I read the book because my local community is involved in The Big Read, and the city library asked my wife and I if we would allow ourselves to be photographed reading the book as part of a newspaper promotion of the event.
“Well, I gotta read it now,” I remember saying out loud more than once during the shoot.
My senior-year English teacher had my class watch the movie and then do a paper on the story, which according to the movie has Atticus Finch sending his hometown into a tizzy because he does an admirable job defending a black man accused of raping a white woman.
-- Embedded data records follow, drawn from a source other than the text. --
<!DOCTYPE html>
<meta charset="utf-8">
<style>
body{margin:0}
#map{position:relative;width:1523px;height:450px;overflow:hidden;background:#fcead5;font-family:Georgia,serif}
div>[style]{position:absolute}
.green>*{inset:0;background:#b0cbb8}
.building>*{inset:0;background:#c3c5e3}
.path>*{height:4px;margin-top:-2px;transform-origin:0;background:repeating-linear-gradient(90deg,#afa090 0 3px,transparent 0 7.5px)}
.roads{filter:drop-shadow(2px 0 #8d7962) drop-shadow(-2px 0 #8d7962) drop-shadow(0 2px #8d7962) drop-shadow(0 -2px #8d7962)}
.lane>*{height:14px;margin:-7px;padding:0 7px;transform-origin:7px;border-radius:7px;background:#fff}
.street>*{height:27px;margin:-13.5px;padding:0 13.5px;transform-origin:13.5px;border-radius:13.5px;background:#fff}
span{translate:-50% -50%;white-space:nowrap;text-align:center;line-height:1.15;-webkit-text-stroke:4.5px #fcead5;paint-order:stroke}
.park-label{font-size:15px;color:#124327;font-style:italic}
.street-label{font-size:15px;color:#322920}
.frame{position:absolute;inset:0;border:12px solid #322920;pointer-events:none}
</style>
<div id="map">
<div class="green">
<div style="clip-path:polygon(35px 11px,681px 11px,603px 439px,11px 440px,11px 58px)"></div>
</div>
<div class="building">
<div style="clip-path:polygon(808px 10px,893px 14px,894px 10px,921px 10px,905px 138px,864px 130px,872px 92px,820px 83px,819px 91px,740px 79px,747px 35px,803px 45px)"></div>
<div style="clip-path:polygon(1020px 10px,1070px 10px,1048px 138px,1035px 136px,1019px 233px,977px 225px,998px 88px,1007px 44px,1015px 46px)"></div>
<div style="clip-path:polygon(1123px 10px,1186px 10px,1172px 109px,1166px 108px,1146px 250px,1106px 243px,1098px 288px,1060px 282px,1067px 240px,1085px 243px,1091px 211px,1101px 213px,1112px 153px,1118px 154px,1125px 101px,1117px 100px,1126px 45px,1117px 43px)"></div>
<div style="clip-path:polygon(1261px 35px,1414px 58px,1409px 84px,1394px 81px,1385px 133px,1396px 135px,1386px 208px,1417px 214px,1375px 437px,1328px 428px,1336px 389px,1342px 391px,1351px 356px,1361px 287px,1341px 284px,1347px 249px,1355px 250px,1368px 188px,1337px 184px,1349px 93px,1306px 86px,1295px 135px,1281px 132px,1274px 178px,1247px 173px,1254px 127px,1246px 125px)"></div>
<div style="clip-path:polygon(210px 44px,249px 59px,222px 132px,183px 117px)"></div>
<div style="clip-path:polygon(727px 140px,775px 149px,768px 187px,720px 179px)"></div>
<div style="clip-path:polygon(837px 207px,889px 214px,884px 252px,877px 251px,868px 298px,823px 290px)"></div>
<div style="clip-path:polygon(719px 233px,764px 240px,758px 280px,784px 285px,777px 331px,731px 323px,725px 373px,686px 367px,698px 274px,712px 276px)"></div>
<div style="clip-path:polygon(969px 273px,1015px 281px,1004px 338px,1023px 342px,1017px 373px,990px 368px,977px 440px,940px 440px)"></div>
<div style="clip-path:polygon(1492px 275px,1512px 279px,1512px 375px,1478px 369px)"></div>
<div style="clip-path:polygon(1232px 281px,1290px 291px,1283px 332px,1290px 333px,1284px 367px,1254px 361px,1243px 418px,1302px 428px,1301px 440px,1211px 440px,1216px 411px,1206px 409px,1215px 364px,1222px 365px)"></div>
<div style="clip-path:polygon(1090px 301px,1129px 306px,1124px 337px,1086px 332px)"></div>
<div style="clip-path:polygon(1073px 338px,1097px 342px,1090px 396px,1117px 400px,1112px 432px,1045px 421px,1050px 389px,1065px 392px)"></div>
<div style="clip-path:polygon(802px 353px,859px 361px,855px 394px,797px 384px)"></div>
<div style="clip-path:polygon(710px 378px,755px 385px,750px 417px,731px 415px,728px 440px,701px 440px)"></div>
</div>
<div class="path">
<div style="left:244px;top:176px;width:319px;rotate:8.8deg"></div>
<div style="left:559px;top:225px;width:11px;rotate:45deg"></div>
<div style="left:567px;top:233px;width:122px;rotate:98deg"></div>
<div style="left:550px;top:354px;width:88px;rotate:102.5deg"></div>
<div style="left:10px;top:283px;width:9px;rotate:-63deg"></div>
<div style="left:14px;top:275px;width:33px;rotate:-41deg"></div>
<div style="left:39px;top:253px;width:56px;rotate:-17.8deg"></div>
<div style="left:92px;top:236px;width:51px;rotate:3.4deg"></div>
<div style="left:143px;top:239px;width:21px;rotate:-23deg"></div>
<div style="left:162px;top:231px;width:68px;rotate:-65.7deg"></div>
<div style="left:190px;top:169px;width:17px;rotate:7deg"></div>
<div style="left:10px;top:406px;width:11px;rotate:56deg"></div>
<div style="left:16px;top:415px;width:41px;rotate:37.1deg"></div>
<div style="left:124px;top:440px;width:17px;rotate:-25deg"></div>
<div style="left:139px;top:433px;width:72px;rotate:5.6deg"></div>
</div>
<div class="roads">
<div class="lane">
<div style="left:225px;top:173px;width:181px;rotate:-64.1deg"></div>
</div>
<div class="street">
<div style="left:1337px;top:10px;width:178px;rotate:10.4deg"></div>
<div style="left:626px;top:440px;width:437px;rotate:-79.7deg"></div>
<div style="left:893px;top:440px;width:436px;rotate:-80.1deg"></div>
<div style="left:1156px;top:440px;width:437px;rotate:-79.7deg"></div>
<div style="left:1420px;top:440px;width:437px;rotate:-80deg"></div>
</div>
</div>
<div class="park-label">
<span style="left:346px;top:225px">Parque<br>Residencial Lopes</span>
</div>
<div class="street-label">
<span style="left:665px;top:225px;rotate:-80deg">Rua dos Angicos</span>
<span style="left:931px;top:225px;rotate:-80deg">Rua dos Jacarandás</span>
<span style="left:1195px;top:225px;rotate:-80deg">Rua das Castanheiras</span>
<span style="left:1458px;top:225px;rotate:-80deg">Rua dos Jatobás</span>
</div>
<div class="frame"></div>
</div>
The movie inspired me for a time. I decided after watching it that I was going to be Atticus Finch, and hang up a shingle in my hometown and do the right thing no matter what the personal cost and the rest.
Law school, more to the point, the expense of law school, disabused me of the notion that I could ever do more than be a glorified process-server, but the idea still motivates me today.
I’m even more motivated now that I’ve finally read the book.
Because the detail in the pages has me thinking that it wasn’t about just doin’ the right thing at all. No, the point that Lee was tryin’ to get us to see is that your goal shouldn’t merely be to go about doin’ the right thing, but doin’ the right thing without any expectation that somebody’s goin’ to pat you on the back for it.
I came to that realization upon finally finding out through reading the book what the title of the book meant. It first came up in the pages when Atticus had arranged for his children to get air rifles for Christmas. He sent the message to them that they could shoot blue jays, but they were never to shoot a mockingbird, because all mockingbirds do is sing their hearts out for us, and they ask for nothing in return.
Doin’ the right thing and not gettin’ a pat on the back for it. A novel concept, ain’t it?
Come to think of it, maybe that’s why Harper Lee never wrote another book, despite our many lamentations on the matter.
She already sang her heart out for us once.